▶ [RECORDS PROVIDED]

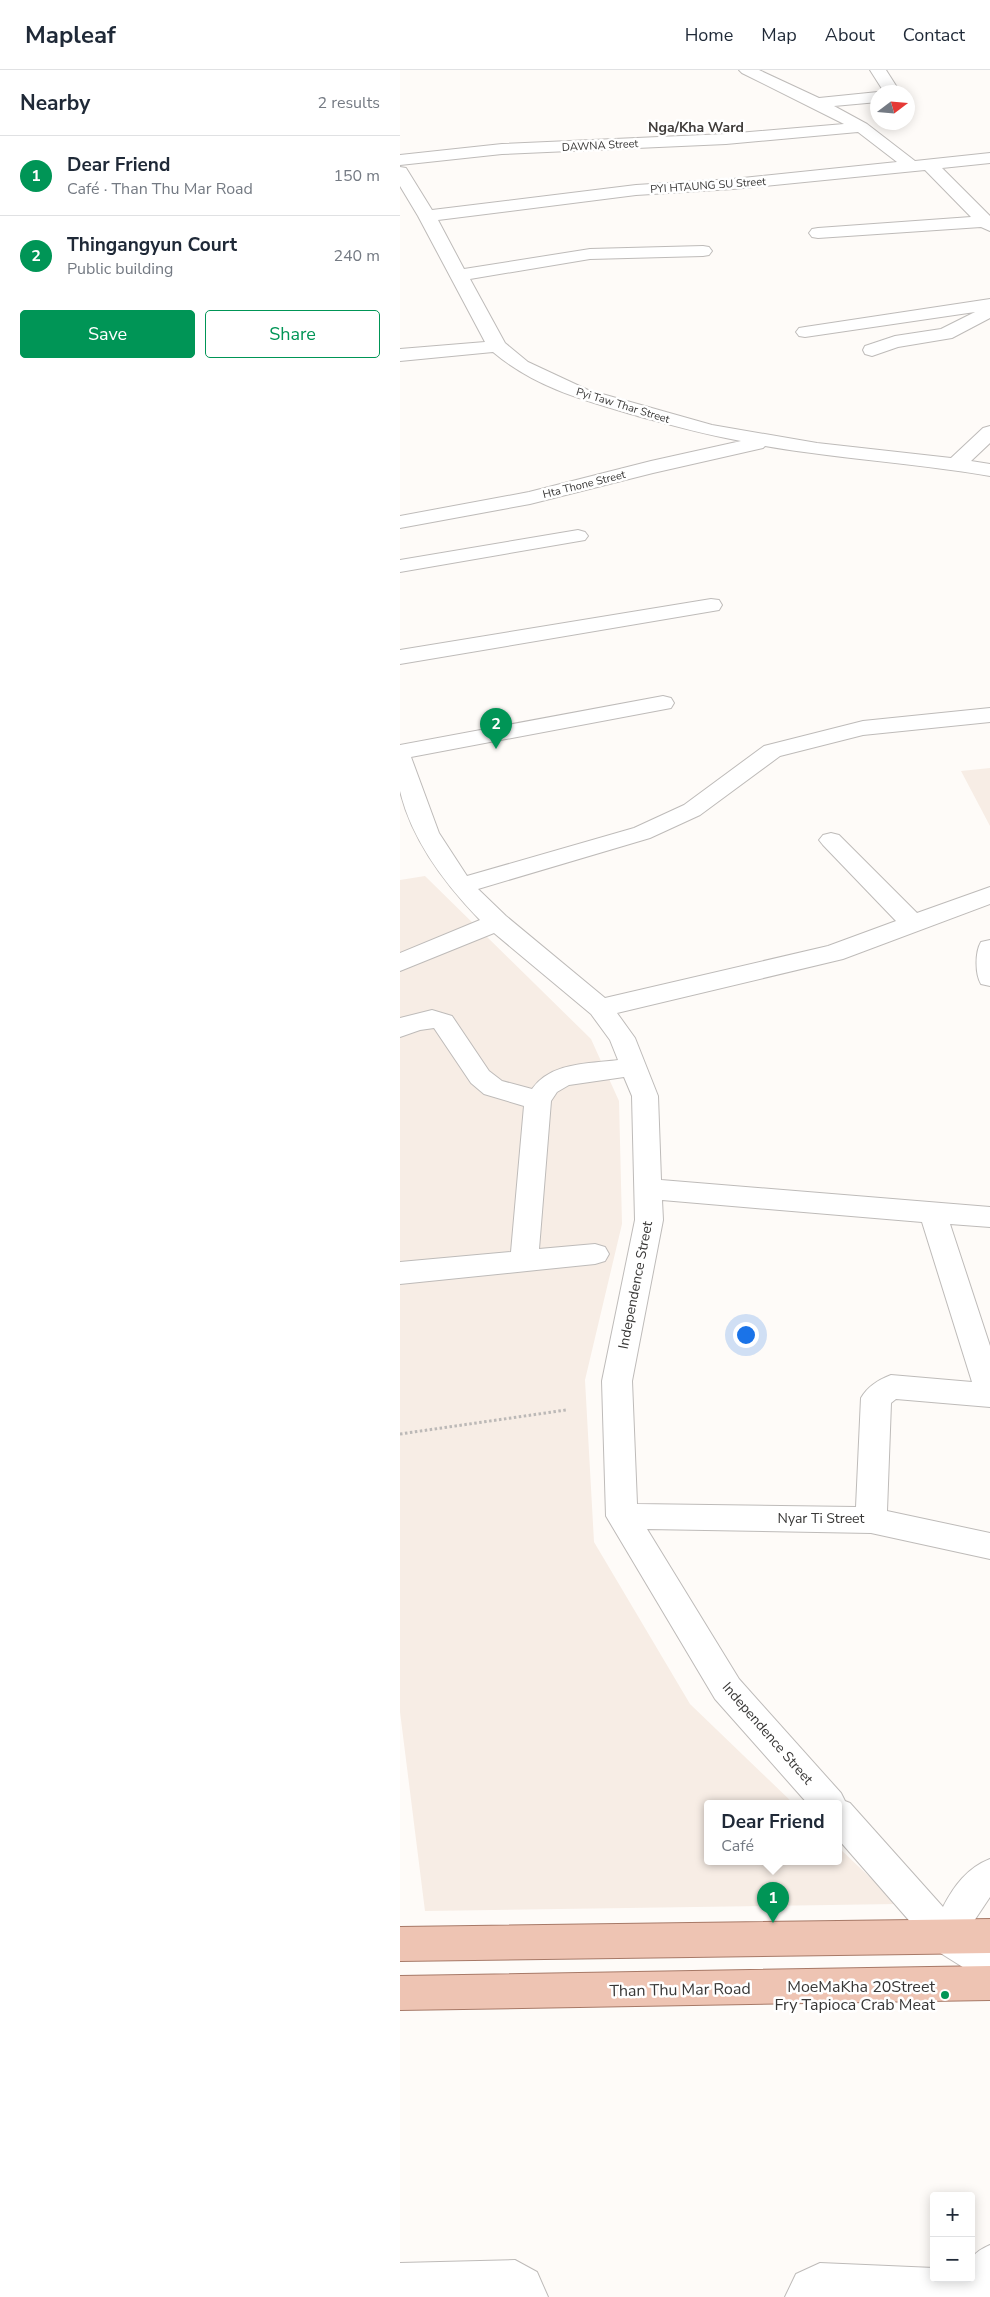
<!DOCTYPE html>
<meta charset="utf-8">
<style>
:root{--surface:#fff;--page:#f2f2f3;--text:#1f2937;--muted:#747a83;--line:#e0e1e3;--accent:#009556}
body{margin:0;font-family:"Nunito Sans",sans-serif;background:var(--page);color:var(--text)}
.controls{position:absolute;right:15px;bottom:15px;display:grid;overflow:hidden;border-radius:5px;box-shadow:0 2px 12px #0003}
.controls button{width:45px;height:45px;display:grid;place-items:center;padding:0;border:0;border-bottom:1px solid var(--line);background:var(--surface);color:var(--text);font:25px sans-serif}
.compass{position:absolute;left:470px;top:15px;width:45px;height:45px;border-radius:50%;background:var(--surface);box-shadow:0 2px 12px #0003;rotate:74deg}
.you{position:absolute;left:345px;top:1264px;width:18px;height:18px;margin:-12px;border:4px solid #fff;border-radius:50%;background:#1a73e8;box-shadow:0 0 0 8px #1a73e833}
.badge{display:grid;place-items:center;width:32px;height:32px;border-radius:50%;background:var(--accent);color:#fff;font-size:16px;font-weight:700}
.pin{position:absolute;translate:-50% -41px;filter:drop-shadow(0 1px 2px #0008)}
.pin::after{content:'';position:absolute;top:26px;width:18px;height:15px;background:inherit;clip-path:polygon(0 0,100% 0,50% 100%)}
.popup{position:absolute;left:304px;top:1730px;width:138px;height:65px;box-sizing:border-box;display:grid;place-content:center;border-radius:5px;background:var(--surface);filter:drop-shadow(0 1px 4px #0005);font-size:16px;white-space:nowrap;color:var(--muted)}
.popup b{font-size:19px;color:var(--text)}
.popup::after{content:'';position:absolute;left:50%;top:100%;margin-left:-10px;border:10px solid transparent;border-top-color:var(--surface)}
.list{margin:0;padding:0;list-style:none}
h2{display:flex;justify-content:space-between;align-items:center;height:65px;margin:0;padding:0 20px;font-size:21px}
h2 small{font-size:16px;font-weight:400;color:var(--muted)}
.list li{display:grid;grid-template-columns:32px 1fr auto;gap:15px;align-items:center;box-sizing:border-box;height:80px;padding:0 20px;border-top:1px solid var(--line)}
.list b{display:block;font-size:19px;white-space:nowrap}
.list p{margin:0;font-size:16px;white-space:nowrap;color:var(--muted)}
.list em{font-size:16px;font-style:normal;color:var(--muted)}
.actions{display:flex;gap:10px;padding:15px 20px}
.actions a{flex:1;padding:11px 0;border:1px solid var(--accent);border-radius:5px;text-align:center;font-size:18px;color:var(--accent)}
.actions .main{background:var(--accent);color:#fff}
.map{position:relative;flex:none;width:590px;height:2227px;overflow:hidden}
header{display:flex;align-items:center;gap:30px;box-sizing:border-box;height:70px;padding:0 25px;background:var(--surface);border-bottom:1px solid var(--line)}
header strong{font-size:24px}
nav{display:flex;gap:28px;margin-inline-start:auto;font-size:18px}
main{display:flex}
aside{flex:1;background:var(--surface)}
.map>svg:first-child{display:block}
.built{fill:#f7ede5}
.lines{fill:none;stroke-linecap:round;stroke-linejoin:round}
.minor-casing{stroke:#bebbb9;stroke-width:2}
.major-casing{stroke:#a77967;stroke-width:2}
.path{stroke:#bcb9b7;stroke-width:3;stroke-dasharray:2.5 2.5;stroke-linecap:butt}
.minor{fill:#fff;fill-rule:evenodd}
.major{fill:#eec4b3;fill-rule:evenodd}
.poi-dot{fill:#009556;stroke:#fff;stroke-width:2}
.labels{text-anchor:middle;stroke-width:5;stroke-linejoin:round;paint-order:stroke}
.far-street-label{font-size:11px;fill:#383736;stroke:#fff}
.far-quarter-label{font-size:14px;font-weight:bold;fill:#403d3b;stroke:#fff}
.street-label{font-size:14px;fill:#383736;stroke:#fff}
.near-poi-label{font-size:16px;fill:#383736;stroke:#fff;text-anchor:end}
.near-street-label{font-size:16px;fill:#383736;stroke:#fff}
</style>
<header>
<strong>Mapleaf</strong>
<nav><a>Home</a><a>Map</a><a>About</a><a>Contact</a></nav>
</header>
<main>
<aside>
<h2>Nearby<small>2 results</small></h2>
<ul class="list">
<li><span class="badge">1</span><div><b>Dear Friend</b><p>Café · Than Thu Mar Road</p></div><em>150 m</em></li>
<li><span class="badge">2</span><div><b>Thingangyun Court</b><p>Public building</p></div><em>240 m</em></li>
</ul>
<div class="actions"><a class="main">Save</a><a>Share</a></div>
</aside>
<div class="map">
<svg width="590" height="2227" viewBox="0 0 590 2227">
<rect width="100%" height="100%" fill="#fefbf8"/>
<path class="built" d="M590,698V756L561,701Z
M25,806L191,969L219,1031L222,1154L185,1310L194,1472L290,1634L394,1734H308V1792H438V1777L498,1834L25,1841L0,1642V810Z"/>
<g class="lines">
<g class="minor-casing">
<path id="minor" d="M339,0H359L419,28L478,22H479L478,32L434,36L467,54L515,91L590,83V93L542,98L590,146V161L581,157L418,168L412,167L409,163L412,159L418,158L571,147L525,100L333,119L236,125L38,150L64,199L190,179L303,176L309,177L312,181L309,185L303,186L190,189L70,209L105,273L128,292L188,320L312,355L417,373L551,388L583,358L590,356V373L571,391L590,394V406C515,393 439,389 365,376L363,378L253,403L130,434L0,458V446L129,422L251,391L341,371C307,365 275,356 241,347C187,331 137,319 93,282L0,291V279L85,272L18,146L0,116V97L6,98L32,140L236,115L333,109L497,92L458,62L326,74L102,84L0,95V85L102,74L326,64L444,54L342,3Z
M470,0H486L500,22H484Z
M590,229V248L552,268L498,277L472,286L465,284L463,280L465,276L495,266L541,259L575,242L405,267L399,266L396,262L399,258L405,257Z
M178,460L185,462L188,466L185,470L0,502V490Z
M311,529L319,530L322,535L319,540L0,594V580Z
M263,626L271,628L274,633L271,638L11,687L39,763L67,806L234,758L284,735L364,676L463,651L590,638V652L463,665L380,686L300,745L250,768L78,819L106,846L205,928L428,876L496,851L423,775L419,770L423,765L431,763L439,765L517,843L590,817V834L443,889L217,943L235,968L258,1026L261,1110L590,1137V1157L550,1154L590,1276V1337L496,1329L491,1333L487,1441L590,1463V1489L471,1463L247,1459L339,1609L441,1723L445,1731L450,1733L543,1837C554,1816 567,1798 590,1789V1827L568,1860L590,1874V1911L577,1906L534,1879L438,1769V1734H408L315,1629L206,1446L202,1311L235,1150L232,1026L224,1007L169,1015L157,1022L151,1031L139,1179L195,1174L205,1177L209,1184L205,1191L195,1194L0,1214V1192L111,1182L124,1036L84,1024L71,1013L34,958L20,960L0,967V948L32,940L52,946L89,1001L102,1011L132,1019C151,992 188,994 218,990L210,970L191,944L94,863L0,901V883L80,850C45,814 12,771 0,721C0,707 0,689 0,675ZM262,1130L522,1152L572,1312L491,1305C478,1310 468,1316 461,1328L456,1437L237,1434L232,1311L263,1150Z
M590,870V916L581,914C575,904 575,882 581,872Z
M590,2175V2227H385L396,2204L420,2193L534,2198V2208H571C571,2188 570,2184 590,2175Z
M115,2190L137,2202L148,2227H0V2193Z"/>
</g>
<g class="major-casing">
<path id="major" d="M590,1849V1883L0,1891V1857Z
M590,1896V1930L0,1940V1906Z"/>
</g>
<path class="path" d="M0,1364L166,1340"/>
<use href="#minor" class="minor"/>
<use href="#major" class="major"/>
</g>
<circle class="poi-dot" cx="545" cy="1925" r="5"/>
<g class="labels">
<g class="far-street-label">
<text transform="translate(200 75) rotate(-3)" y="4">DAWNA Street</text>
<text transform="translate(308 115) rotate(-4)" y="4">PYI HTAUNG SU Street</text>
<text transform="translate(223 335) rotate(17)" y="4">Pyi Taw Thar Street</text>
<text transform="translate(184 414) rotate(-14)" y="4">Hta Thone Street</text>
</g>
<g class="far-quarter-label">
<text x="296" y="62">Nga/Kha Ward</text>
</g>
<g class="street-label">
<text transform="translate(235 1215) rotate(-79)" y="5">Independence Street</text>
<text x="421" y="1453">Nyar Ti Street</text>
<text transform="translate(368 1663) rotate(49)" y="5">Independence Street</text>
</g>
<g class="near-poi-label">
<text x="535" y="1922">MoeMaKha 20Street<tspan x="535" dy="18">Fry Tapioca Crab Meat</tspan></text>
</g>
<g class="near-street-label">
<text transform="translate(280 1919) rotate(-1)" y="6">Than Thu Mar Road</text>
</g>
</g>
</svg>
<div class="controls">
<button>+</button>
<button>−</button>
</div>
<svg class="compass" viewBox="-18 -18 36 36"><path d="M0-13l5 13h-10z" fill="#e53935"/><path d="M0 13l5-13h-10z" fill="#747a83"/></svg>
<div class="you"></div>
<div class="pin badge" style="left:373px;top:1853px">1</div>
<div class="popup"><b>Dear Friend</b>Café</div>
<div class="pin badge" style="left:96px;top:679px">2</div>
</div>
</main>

▶ [PROMPT] Using the records above, copy each line that contains "hidden".

▶ [WRITTEN RESPONSE]
.controls{position:absolute;right:15px;bottom:15px;display:grid;overflow:hidden;border-radius:5px;box-shadow:0 2px 12px #0003}
.map{position:relative;flex:none;width:590px;height:2227px;overflow:hidden}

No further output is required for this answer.